DIRECTIONS
All records below are to be repeated precisely, with nothing added.

(Collected data)
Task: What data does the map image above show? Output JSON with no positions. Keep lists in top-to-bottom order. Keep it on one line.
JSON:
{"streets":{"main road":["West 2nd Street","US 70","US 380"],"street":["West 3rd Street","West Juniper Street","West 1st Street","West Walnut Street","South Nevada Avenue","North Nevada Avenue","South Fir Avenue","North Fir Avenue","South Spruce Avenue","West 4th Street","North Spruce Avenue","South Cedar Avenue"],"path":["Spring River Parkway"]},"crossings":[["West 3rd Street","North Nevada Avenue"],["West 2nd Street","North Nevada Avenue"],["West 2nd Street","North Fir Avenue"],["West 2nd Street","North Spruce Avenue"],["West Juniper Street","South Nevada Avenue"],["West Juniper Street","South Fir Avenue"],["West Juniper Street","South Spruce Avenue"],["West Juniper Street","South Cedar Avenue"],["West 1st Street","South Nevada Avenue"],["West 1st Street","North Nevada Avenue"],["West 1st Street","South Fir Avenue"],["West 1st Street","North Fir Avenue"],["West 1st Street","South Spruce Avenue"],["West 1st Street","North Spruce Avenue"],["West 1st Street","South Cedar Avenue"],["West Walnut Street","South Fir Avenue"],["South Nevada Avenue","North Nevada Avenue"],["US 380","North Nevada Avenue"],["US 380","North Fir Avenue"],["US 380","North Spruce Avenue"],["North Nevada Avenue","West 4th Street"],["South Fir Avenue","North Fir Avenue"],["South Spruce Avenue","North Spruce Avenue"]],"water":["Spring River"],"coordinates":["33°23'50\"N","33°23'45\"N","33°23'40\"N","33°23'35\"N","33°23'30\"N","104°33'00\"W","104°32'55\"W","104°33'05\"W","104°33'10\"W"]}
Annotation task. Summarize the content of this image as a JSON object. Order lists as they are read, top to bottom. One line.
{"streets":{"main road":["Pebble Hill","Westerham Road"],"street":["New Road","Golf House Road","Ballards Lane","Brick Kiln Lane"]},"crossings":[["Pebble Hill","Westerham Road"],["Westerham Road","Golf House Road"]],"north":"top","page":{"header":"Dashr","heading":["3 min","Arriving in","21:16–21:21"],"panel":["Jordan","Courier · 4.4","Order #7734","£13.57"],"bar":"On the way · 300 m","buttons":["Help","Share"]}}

RESPONSE
Task: What data does the map image above show? Output JSON with no positions. Keep lists in top-to-bottom order. Keep it on one line.
JSON:
{"streets":{"main road":["West 2nd Street","US 70","US 380"],"street":["West 3rd Street","West Juniper Street","West 1st Street","West Walnut Street","South Nevada Avenue","North Nevada Avenue","South Fir Avenue","North Fir Avenue","South Spruce Avenue","West 4th Street","North Spruce Avenue","South Cedar Avenue"],"path":["Spring River Parkway"]},"crossings":[["West 3rd Street","North Nevada Avenue"],["West 2nd Street","North Nevada Avenue"],["West 2nd Street","North Fir Avenue"],["West 2nd Street","North Spruce Avenue"],["West Juniper Street","South Nevada Avenue"],["West Juniper Street","South Fir Avenue"],["West Juniper Street","South Spruce Avenue"],["West Juniper Street","South Cedar Avenue"],["West 1st Street","South Nevada Avenue"],["West 1st Street","North Nevada Avenue"],["West 1st Street","South Fir Avenue"],["West 1st Street","North Fir Avenue"],["West 1st Street","South Spruce Avenue"],["West 1st Street","North Spruce Avenue"],["West 1st Street","South Cedar Avenue"],["West Walnut Street","South Fir Avenue"],["South Nevada Avenue","North Nevada Avenue"],["US 380","North Nevada Avenue"],["US 380","North Fir Avenue"],["US 380","North Spruce Avenue"],["North Nevada Avenue","West 4th Street"],["South Fir Avenue","North Fir Avenue"],["South Spruce Avenue","North Spruce Avenue"]],"water":["Spring River"],"coordinates":["33°23'50\"N","33°23'45\"N","33°23'40\"N","33°23'35\"N","33°23'30\"N","104°33'00\"W","104°32'55\"W","104°33'05\"W","104°33'10\"W"]}
Annotation task. Summarize the content of this image as a JSON object. Order lists as they are read, top to bottom. One line.
{"streets":{"main road":["Pebble Hill","Westerham Road"],"street":["New Road","Golf House Road","Ballards Lane","Brick Kiln Lane"]},"crossings":[["Pebble Hill","Westerham Road"],["Westerham Road","Golf House Road"]],"north":"top","page":{"header":"Dashr","heading":["3 min","Arriving in","21:16–21:21"],"panel":["Jordan","Courier · 4.4","Order #7734","£13.57"],"bar":"On the way · 300 m","buttons":["Help","Share"]}}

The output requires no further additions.